Wie man die eigene Sicherheit erhöht.

Ferienzeit ist die schönste Zeit des Jahres – es sei denn, etwas geht schief. Zum Beispiel wenn man Opfer von Diebesbanden wird. Hier die besten Tipps, um dies so gut wie möglich zu vermeiden.
Internationale Diebesbanden sind überall unterwegs. Und oft genug gehören Urlauber zu ihren bevorzugten Zielgruppen, denn sie führen jede Menge Güter und bisweilen sogar Geld mit sich – mehr als andere Passanten. Ein paar Vorsichtsmaßnahmen helfen jedoch, das ungute Treiben soweit wie möglich zu vermeiden und die Urlaubstage ohne unangenehme Zwischenfälle zu genießen.
Am besten hilft immer: Augen auf. Egal, ob es sich um die Wahl des Parkplatzes oder bei einer Fahrt durch eine Großstadt handelt. Grundsätzlich sollte man sich immer nach bewachten Parkplätzen umsehen. Bei der Fahrt durch unbekannte Gebiete empfiehlt es sich, alle Türen geschlossen zu halten. Und immer gilt: Je weniger das Gepäck für eventuelle Diebe sichtbar ist, desto geringer die Chance, dass die Verbrecher zugreifen. Es lohnt sich also immer, alle Taschen, Koffer und sonstige Gegenstände so zu verstauen, dass sie möglichst verborgen sind.
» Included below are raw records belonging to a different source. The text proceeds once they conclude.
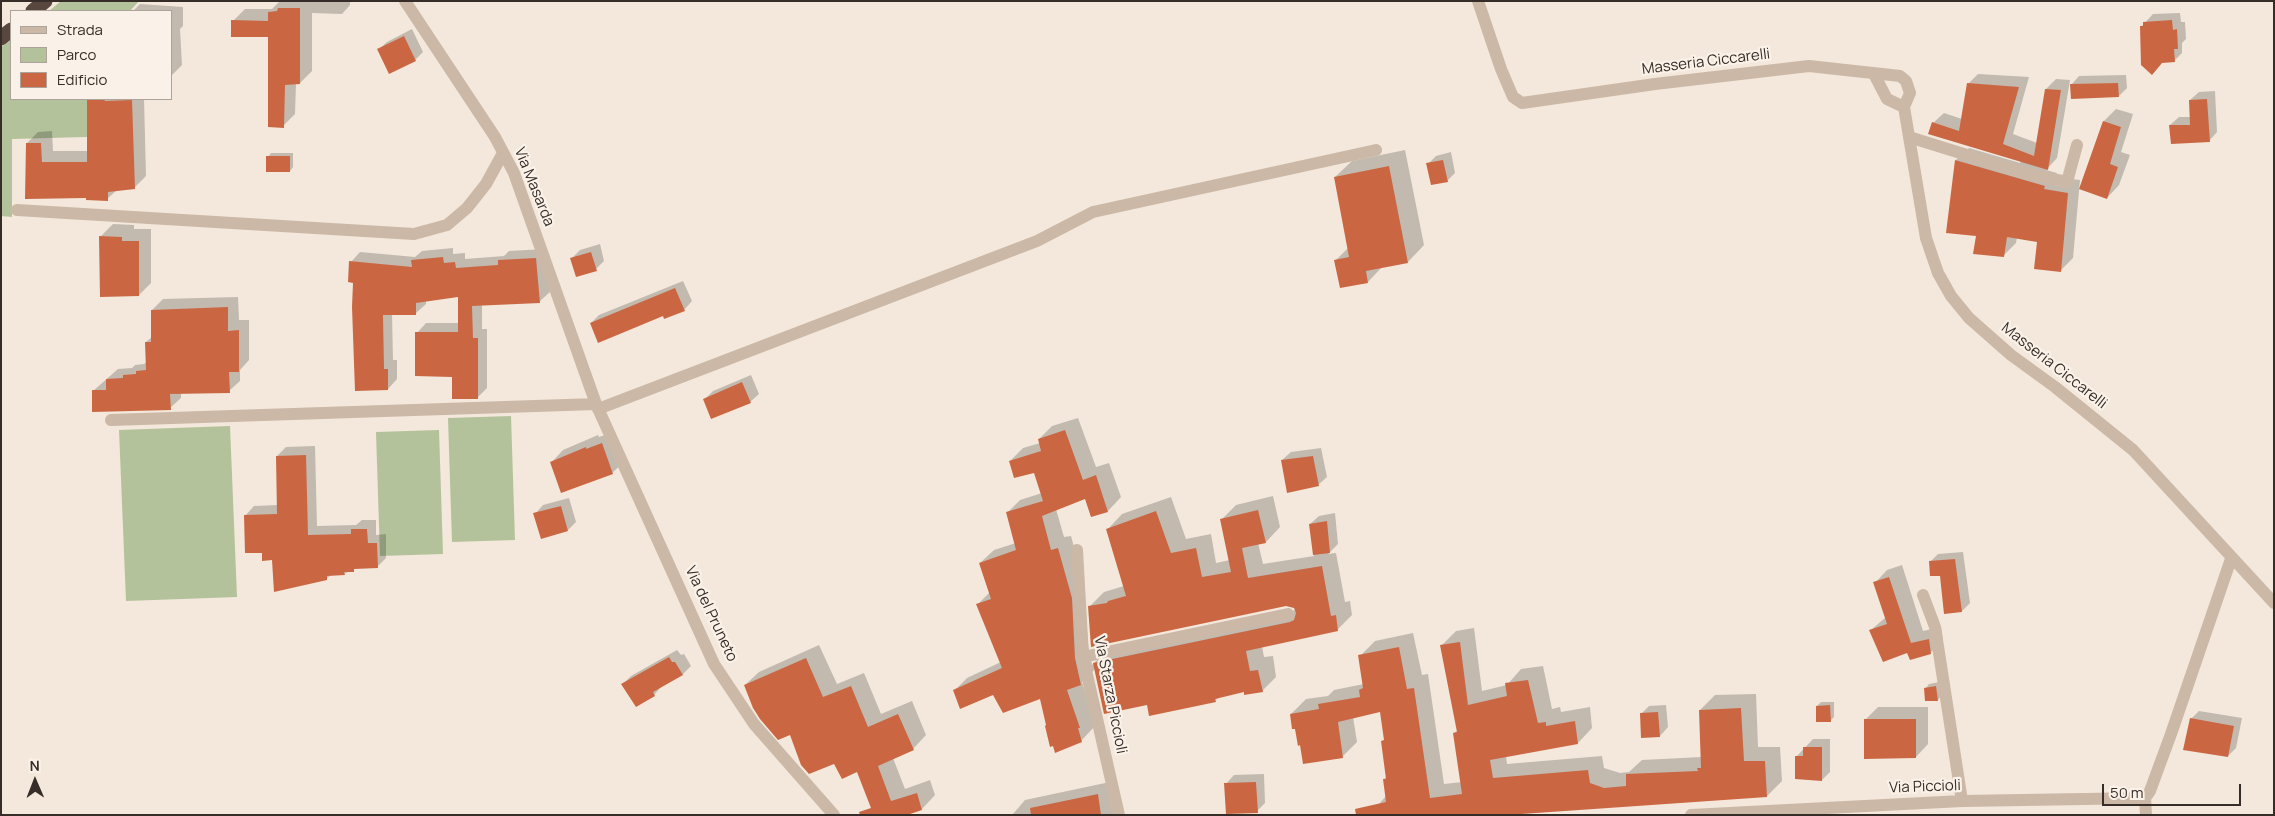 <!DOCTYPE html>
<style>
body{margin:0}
#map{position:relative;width:2275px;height:816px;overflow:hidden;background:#f3e8db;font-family:Manrope,sans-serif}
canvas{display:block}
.frame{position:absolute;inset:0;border:2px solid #372d28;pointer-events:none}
.legend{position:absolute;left:10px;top:10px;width:162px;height:90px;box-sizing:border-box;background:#faf2e8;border:1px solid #aca39b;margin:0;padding:6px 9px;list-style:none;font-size:15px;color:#372d28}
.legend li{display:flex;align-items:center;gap:10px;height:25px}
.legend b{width:25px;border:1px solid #aca39b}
.north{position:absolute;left:10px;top:756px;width:50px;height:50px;-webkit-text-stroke:4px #faf2e8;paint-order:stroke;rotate:359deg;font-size:14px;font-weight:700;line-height:20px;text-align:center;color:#372d28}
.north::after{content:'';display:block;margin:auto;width:18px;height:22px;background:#372d28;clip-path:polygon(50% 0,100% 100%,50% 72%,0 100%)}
.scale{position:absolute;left:2102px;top:784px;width:139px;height:22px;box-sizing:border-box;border:2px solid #372d28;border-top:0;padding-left:6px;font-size:15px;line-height:18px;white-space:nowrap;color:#372d28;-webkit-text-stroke:4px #faf2e8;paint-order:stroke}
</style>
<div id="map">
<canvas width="2275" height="816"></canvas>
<div class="frame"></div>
<ul class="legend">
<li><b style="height:6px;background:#cbb8a7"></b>Strada</li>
<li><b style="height:14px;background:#b4c29b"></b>Parco</li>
<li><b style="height:14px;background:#ca6642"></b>Edificio</li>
</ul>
<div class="north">N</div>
<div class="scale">50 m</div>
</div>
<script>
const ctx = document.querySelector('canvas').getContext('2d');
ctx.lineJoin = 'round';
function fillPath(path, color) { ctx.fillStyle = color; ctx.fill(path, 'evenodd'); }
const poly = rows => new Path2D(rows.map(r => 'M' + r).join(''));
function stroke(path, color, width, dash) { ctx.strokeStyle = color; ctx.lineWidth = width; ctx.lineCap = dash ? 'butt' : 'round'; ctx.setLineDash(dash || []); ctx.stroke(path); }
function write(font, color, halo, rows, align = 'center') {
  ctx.font = font + ' Manrope,sans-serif'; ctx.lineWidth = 4.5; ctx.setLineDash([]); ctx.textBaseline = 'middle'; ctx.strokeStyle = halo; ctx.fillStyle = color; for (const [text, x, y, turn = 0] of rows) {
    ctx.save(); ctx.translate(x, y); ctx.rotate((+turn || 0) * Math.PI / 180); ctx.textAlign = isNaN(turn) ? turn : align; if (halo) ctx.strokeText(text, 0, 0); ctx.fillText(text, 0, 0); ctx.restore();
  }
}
const green = poly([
 [61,1,139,1,130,11,49,11],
 [11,40,11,99,87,99,87,137,12,139,12,217,1,216,1,47],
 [511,416,515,540,452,542,448,418],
 [230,426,237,597,126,601,119,430],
 [439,430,443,554,380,556,376,432]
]);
const shadow = poly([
 [280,1,350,1,350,5,342,14,312,13,312,71,300,83,296,83,295,114,283,126,269,36,233,21,245,9,272,9],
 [140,4,183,7,183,26,180,29,182,65,171,76,171,11,133,11],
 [2180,13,2181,22,2185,22,2186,39,2182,43,2182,53,2174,61,2141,27,2153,14],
 [412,29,423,52,415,60,378,50,387,42],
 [1978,74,2029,77,2013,134,2037,143,2046,89,2056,79,2070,80,2057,158,2046,170,2057,173,2056,177,2080,180,2073,258,2061,270,2039,241,2017,237,2016,243,2004,255,1977,235,1956,160,1969,148,2020,163,2021,160,1933,123,1944,113,1962,119,1968,84],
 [2126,75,2127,88,2119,96,2071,85,2079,76],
 [2215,91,2217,132,2209,141,2170,125,2179,117,2191,117,2190,100,2199,92],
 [88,99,144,99,146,176,134,188,117,190,107,199,88,197,27,198,27,143,38,132,52,131,53,151,88,151],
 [2116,109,2133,114,2121,152,2130,155,2119,185,2107,198,2104,121],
 [1405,150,1424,245,1408,262,1382,267,1368,282,1336,260,1349,247,1335,177,1352,161],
 [1451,152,1455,173,1447,181,1428,164,1436,156],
 [271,153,293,153,293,167,290,171,268,157],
 [113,224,134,225,134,229,151,229,151,283,139,295,100,237],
 [600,244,604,261,596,269,572,258,580,250],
 [453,248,453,254,465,253,465,259,504,256,509,251,545,249,550,292,540,301,482,305,482,329,487,329,487,388,478,397,453,375,417,333,426,323,460,323,460,296,426,300,426,304,416,313,392,313,393,360,397,360,397,379,388,389,351,262,360,252,415,257,422,251],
 [683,281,692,301,684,310,591,323,599,315],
 [238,297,239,320,249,320,249,360,240,370,240,381,229,391,181,392,181,398,170,408,93,391,118,369,132,368,135,365,144,364,147,362,146,342,152,337,152,310,163,299],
 [751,375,759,394,750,402,705,399,713,391],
 [1078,418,1096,467,1109,463,1121,497,1108,511,1092,516,1086,498,1056,509,1064,537,1071,536,1084,584,1088,644,1092,665,1109,649,1296,610,1292,605,1090,606,1104,592,1124,586,1108,529,1122,514,1171,497,1186,539,1211,534,1216,563,1230,560,1221,520,1236,505,1273,496,1280,527,1266,542,1258,543,1263,564,1314,556,1310,524,1319,516,1335,513,1338,544,1328,554,1336,553,1345,602,1350,601,1352,615,1338,629,1262,646,1264,657,1273,656,1276,677,1262,691,1245,691,1220,696,1215,701,1148,704,1095,669,1082,682,1092,713,1094,727,1081,741,1048,725,1041,698,954,691,967,678,1001,662,978,604,990,592,980,563,994,550,1016,543,1007,513,1020,500,1042,493,1035,471,1010,461,1023,448,1040,443,1039,439,1052,426],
 [614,432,625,461,612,473,551,463,563,450,598,435,599,437],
 [315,446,317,526,356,525,362,520,376,520,376,535,386,534,386,558,377,567,356,568,344,574,331,575,326,579,273,559,263,551,245,516,254,506,278,505,277,456,286,447],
 [1321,448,1327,477,1318,485,1282,460,1291,452],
 [569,498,576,522,568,530,542,538,535,514,543,505],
 [1963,552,1970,603,1962,611,1945,612,1941,575,1930,562,1938,554],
 [1902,565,1923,631,1941,627,1943,641,1930,653,1908,651,1871,630,1886,617,1875,583,1887,570],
 [1474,628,1482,691,1507,685,1521,669,1543,666,1552,709,1560,707,1561,712,1590,707,1592,728,1578,743,1506,756,1507,764,1602,756,1604,768,1620,773,1629,772,1642,760,1702,757,1700,710,1715,695,1756,694,1758,747,1780,747,1782,781,1767,796,1379,804,1386,796,1384,779,1387,776,1382,742,1385,739,1381,710,1353,717,1357,742,1342,757,1301,744,1291,714,1306,699,1328,696,1334,690,1364,684,1360,656,1375,641,1413,633,1422,675,1428,674,1444,784,1462,782,1454,733,1458,730,1441,646,1456,631],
 [819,645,837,684,864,673,881,714,912,701,926,735,913,749,893,758,905,789,930,780,935,795,922,809,903,815,872,808,858,770,835,762,790,734,745,685,759,672],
 [677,650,681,655,684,654,691,666,683,674,662,686,654,695,623,684,631,676],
 [1939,682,1941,696,1938,700,1926,688,1929,684],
 [1821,702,1834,702,1834,717,1830,721,1817,706],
 [1666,705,1668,727,1660,736,1641,714,1649,706],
 [1878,707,1928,707,1928,744,1916,757,1865,720],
 [2199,711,2242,718,2236,748,2228,756,2191,719],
 [1813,739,1830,739,1830,772,1822,780,1796,757],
 [1264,774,1265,803,1257,811,1226,784,1234,775],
 [1110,782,1115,815,1008,815,1013,814,1025,800]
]);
const building = poly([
 [278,8,300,8,300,84,285,85,284,128,268,127,268,37,231,37,231,20,268,21,268,12,277,11],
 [2172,20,2173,30,2177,29,2178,49,2174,49,2175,62,2162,63,2152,75,2141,65,2140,26,2143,26,2143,22],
 [404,36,416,61,389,74,377,49],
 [1967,83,2019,87,2003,144,2034,156,2045,89,2061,90,2048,170,1928,134,1932,122,1959,131],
 [2118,83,2119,97,2071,99,2070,84],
 [87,99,104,99,105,101,132,100,135,189,108,192,108,201,86,200,86,198,25,199,26,143,41,143,42,162,87,162],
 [2207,99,2210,142,2171,144,2169,125,2190,125,2189,100],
 [2103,121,2121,127,2110,164,2118,167,2107,199,2079,189],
 [266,156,290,156,290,172,266,172],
 [1443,160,1448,182,1431,185,1426,163],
 [1955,160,2045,186,2044,189,2068,193,2061,272,2034,269,2037,242,2007,237,2004,257,1973,254,1976,236,1946,233],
 [1389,166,1408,263,1366,271,1368,283,1340,288,1334,260,1349,257,1334,177],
 [99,236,122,237,122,241,139,241,139,296,100,297],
 [591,252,597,271,576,277,570,258],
 [443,257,444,263,455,262,456,268,498,265,498,260,536,258,540,303,472,306,473,338,478,338,478,399,452,399,452,377,415,376,415,332,458,332,458,297,416,303,416,315,383,315,384,369,388,369,388,390,355,391,352,307,353,283,348,282,349,261,412,267,411,260],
 [675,288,685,311,664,319,663,316,598,343,590,323],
 [228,307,228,331,239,330,239,372,229,372,230,393,170,394,171,410,92,412,92,390,106,390,106,379,123,378,123,375,136,374,136,371,146,370,145,342,151,342,151,310],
 [742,382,751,403,711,419,703,399],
 [1065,430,1083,480,1096,475,1108,512,1091,517,1085,499,1042,516,1051,550,1058,548,1072,598,1075,658,1081,685,1067,690,1080,728,1078,728,1082,742,1055,753,1053,746,1050,747,1045,726,1046,725,1040,699,1003,713,993,695,960,709,953,690,1002,668,976,604,991,599,979,563,1016,550,1006,512,1043,501,1034,473,1014,478,1009,461,1041,451,1038,439],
 [602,443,613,474,561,493,550,462,586,447,586,449],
 [306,455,308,535,351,534,351,529,367,529,368,543,377,543,378,568,354,569,354,572,344,572,345,575,327,576,327,580,274,592,272,560,262,561,262,553,245,553,244,515,277,514,276,456],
 [1313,456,1319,486,1287,493,1281,460],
 [561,506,568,531,541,539,533,513],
 [1258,510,1266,543,1242,548,1248,578,1322,566,1331,616,1336,615,1338,631,1246,651,1250,671,1258,670,1263,692,1244,695,1244,692,1215,699,1216,702,1149,716,1147,705,1104,714,1093,663,1290,622,1294,620,1296,613,1294,608,1286,606,1091,647,1088,606,1107,603,1108,601,1126,596,1106,529,1156,511,1171,553,1196,548,1202,577,1231,572,1220,519],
 [1327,521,1330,553,1313,555,1309,524],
 [1955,559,1962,612,1944,614,1940,576,1930,576,1929,561],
 [1889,577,1911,643,1929,639,1931,654,1910,660,1907,653,1883,662,1869,630,1887,624,1873,582],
 [1460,642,1468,705,1507,696,1505,683,1528,680,1538,723,1546,722,1546,726,1575,721,1578,744,1490,760,1493,778,1588,770,1590,783,1604,788,1626,786,1626,774,1698,771,1697,768,1701,768,1699,710,1741,708,1744,761,1765,761,1767,797,1507,815,1356,815,1355,809,1386,802,1383,779,1386,779,1381,741,1384,740,1380,712,1338,722,1343,758,1303,764,1300,745,1298,746,1295,729,1292,729,1290,714,1319,709,1318,704,1360,697,1359,690,1363,688,1358,655,1399,647,1407,689,1414,688,1430,798,1462,794,1453,733,1457,732,1440,645],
 [669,657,672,662,675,662,683,675,653,692,655,696,636,707,621,684],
 [806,658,823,697,851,686,868,727,898,714,914,750,878,766,891,801,917,793,922,810,907,815,860,815,859,812,871,808,857,772,842,779,834,764,809,774,801,765,790,735,778,740,760,719,753,708,744,685],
 [1936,686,1938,701,1925,701,1924,688],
 [1830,705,1831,722,1816,722,1816,706],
 [1658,712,1660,737,1641,738,1640,713],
 [2190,718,2234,726,2228,757,2183,750],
 [1864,719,1916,719,1916,758,1864,759],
 [1803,747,1822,747,1822,781,1795,779,1795,756,1803,756],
 [1256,782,1258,813,1226,814,1224,783],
 [1098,794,1101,815,1031,815,1030,808]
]);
const minor = poly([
 [405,1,495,137,514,173,596,404,714,664,754,724,834,815],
 [1478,1,1501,69,1513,97,1522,103,1655,84,1809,66,1900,76,1906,81,1910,93,1904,107,1926,238,1938,273,1951,296,1969,318,2011,355,2055,387,2133,450,2274,603],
 [1874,74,1887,99,1904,107],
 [1909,137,2028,174,2067,182,2077,145],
 [17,210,414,234,447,225,467,208,486,184,503,153],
 [598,409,1037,241,1093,212,1376,150],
 [111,420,596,404],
 [1077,550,1083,657,1119,815],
 [1923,595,1935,627,1962,801],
 [1083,657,1288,614],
 [2145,798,2150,791,2171,734,2231,559],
 [1691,815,1962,801,2145,798,2146,815]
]);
const highway = poly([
 [33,11,45,1],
 [1,38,11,30]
]);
const streetNames = [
 ["Masseria Ciccarelli",1706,62,-7],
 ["Via Masarda",534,187,68],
 ["Masseria Ciccarelli",2054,366,38],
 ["Via del Pruneto",711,614,65],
 ["Via Starza Piccioli",1110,695,79],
 ["Via Piccioli",1925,787,-2]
];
fillPath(green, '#b4c29b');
fillPath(shadow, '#0003');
fillPath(building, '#ca6642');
stroke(minor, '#cbb8a7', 12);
stroke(highway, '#58473e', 15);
write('15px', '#372d28', '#faf2e8', streetNames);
</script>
Vorsichtig sollte man auch reagieren, wenn man von Unbekannten angesprochen wird. Oft versucht ein Mitglied einer Bande, die Fahrzeugbesitzer in ein Gespräch zu verwickeln, während sich der andere über deren Hab und Gut hermacht. Ein ebenfalls beliebter Trick: Auf einem Rastplatz die Luft aus einem Reifen zu lassen. Stellt der Fahrer bei der Weiterfahrt fest, dass etwas an seinem Fahrzeug nicht stimmt, tauchen auf einmal angebliche Helfer auf, die sich im schlimmsten Fall statt zu helfen, an den Wertsachen der Autobesitzer vergreifen.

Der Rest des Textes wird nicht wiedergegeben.